Taking up a mandate in a multinational company can be a challenging experience for trade union and workers’ representatives in countries across Europe. And when it comes to board-level representation, the challenge becomes even greater. These difficulties have largely gone under the radar of policymakers at the EU level, but the case of France explored in this report illustrates well how board-level employee representation, as regulated by national law, can be of great relevance to the EU level and should be addressed by European trade union action.
As in many other Member States, France’s legal system grants employees the right to appoint one or two representatives to the boards of large companies and groups. However, a lesser-known characteristic of the French system obliges the newly appointed representatives to resign from the other workers’ representative mandates they may have elsewhere in the company once they come onto the board. In practice, employers do not apply this law consistently: whereas some workers’ representatives in French boardrooms are allowed to keep their other representative mandates, others are forced to resign not only from their mandates
within the same company (e.g. on the European Works Council) but also in their "foreign" subsidiaries.

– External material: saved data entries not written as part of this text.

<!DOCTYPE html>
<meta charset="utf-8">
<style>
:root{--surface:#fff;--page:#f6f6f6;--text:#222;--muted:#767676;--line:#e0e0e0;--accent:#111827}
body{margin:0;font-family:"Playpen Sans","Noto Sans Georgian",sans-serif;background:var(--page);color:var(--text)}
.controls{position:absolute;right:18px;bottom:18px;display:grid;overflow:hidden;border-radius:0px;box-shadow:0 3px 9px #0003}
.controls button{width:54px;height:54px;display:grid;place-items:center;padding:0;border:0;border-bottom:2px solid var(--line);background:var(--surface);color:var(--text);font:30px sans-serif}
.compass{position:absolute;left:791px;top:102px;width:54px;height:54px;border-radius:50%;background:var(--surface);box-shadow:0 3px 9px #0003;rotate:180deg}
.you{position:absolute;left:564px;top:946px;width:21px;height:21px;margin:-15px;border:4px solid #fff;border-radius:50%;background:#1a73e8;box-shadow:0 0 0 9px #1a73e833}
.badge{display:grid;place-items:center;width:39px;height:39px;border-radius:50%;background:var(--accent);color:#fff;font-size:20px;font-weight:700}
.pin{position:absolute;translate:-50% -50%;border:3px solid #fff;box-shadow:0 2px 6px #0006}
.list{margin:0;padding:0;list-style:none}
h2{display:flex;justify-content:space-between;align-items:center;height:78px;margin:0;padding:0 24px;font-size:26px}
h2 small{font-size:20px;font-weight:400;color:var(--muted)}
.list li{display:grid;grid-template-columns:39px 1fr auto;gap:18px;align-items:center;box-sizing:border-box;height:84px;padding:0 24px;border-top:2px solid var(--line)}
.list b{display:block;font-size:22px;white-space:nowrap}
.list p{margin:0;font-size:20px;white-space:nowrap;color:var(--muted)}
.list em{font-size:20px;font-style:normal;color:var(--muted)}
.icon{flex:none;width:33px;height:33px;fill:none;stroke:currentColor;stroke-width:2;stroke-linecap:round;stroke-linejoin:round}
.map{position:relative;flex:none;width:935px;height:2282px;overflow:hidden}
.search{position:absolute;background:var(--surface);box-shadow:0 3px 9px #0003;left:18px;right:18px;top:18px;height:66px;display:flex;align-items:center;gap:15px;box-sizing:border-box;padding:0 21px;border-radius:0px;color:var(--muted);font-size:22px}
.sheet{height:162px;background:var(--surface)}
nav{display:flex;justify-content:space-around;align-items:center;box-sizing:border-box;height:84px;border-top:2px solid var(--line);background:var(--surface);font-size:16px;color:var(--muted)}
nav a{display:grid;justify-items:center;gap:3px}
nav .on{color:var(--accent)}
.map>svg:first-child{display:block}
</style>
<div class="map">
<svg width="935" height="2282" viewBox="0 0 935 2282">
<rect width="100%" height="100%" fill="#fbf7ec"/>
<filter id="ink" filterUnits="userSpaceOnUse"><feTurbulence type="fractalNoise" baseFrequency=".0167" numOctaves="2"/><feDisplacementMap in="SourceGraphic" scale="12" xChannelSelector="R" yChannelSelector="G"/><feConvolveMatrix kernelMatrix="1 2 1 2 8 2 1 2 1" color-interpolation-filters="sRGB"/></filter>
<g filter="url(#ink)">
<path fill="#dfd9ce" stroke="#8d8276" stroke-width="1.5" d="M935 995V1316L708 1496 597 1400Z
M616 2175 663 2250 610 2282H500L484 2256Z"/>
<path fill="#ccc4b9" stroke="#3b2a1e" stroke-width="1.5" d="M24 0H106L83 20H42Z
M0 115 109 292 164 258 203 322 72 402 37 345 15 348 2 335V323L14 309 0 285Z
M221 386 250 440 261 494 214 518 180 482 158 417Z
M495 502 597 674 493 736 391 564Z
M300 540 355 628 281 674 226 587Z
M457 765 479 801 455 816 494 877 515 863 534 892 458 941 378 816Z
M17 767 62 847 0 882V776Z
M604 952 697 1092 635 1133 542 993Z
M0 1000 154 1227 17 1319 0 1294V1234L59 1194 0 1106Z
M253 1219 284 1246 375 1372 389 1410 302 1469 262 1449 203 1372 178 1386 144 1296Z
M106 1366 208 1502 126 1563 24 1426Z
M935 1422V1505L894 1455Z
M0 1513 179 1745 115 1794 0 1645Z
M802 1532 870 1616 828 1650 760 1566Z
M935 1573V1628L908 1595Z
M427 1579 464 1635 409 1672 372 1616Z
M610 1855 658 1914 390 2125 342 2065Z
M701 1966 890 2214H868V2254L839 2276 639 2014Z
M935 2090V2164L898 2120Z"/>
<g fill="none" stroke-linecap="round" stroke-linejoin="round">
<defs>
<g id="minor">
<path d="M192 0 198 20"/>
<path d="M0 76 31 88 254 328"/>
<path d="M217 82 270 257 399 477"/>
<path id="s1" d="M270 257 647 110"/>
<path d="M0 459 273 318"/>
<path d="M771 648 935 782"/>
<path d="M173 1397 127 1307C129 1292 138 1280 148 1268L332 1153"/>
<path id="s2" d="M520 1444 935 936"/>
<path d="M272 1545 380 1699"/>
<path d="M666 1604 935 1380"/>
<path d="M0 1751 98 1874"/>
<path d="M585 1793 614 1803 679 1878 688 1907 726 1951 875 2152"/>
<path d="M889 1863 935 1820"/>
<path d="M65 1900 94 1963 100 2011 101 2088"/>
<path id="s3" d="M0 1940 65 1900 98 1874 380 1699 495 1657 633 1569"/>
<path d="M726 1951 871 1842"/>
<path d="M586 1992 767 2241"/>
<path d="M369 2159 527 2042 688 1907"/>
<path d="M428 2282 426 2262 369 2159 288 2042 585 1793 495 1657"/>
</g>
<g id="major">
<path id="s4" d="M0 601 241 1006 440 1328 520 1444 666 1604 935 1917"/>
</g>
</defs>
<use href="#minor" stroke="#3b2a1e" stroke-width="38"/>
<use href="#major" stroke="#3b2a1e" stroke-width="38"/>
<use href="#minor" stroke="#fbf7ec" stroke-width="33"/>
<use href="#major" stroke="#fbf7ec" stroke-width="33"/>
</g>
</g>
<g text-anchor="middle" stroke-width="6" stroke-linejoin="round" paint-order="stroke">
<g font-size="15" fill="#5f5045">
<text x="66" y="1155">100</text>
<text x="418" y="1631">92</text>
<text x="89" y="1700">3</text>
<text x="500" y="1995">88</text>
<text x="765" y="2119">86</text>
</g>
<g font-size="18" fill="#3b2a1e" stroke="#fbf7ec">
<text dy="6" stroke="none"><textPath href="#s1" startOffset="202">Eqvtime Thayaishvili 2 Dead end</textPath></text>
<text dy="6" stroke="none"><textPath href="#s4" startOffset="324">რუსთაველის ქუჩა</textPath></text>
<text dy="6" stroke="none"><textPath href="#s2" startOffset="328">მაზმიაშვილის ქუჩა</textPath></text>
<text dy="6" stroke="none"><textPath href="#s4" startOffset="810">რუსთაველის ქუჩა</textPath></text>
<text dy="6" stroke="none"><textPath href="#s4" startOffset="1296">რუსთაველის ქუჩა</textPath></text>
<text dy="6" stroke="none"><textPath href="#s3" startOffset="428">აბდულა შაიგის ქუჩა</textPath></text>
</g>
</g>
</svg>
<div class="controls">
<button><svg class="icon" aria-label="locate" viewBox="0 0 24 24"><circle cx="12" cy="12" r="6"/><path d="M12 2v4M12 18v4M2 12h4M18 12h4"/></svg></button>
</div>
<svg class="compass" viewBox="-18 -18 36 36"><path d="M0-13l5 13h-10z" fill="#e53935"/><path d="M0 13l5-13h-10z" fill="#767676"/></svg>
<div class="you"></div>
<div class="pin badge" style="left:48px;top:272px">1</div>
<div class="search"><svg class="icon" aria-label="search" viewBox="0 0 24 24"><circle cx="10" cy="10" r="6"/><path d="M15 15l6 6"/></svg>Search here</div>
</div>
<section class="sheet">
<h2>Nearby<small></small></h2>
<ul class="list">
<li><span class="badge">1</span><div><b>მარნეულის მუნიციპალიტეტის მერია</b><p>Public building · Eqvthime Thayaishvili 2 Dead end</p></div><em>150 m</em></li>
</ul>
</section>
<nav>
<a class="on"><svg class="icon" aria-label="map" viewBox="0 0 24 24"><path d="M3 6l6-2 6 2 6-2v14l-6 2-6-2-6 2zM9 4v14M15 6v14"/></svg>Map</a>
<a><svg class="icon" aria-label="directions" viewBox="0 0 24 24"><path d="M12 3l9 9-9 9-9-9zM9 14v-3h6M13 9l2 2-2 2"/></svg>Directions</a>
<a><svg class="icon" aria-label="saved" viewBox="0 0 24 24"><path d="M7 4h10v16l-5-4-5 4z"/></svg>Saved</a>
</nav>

This is not a minor issue. One impacted group, for example, are non-French employee representatives, who have been elected to French company boards since a law in 2013 opened up the possibility for them to be appointed by European Works Councils as "second board-level employee representatives". This option has become increasingly available since the recent PACTE law, which made it compulsory to have two employee representatives on a board and accordingly lowered the thresholds.
The legal prohibition to accumulate mandates under French law substantially conflicts with the underlying logic of board-level employee representation in other European countries, where employee representatives sit on boards because their mandate is considered a right of their works councils or their trade union – at the very least, it is seen as the cherry on the cake of the employee representation system. It is of both practical and political relevance too, as non-French representatives often ground their legitimation on a parallel role in the (European) works council or the trade union delegation in their own company, which supports them in fulfilling their representative function on the board. The issue is complex and multifaceted, and the diversity of national and trade union contexts must be taken into consideration.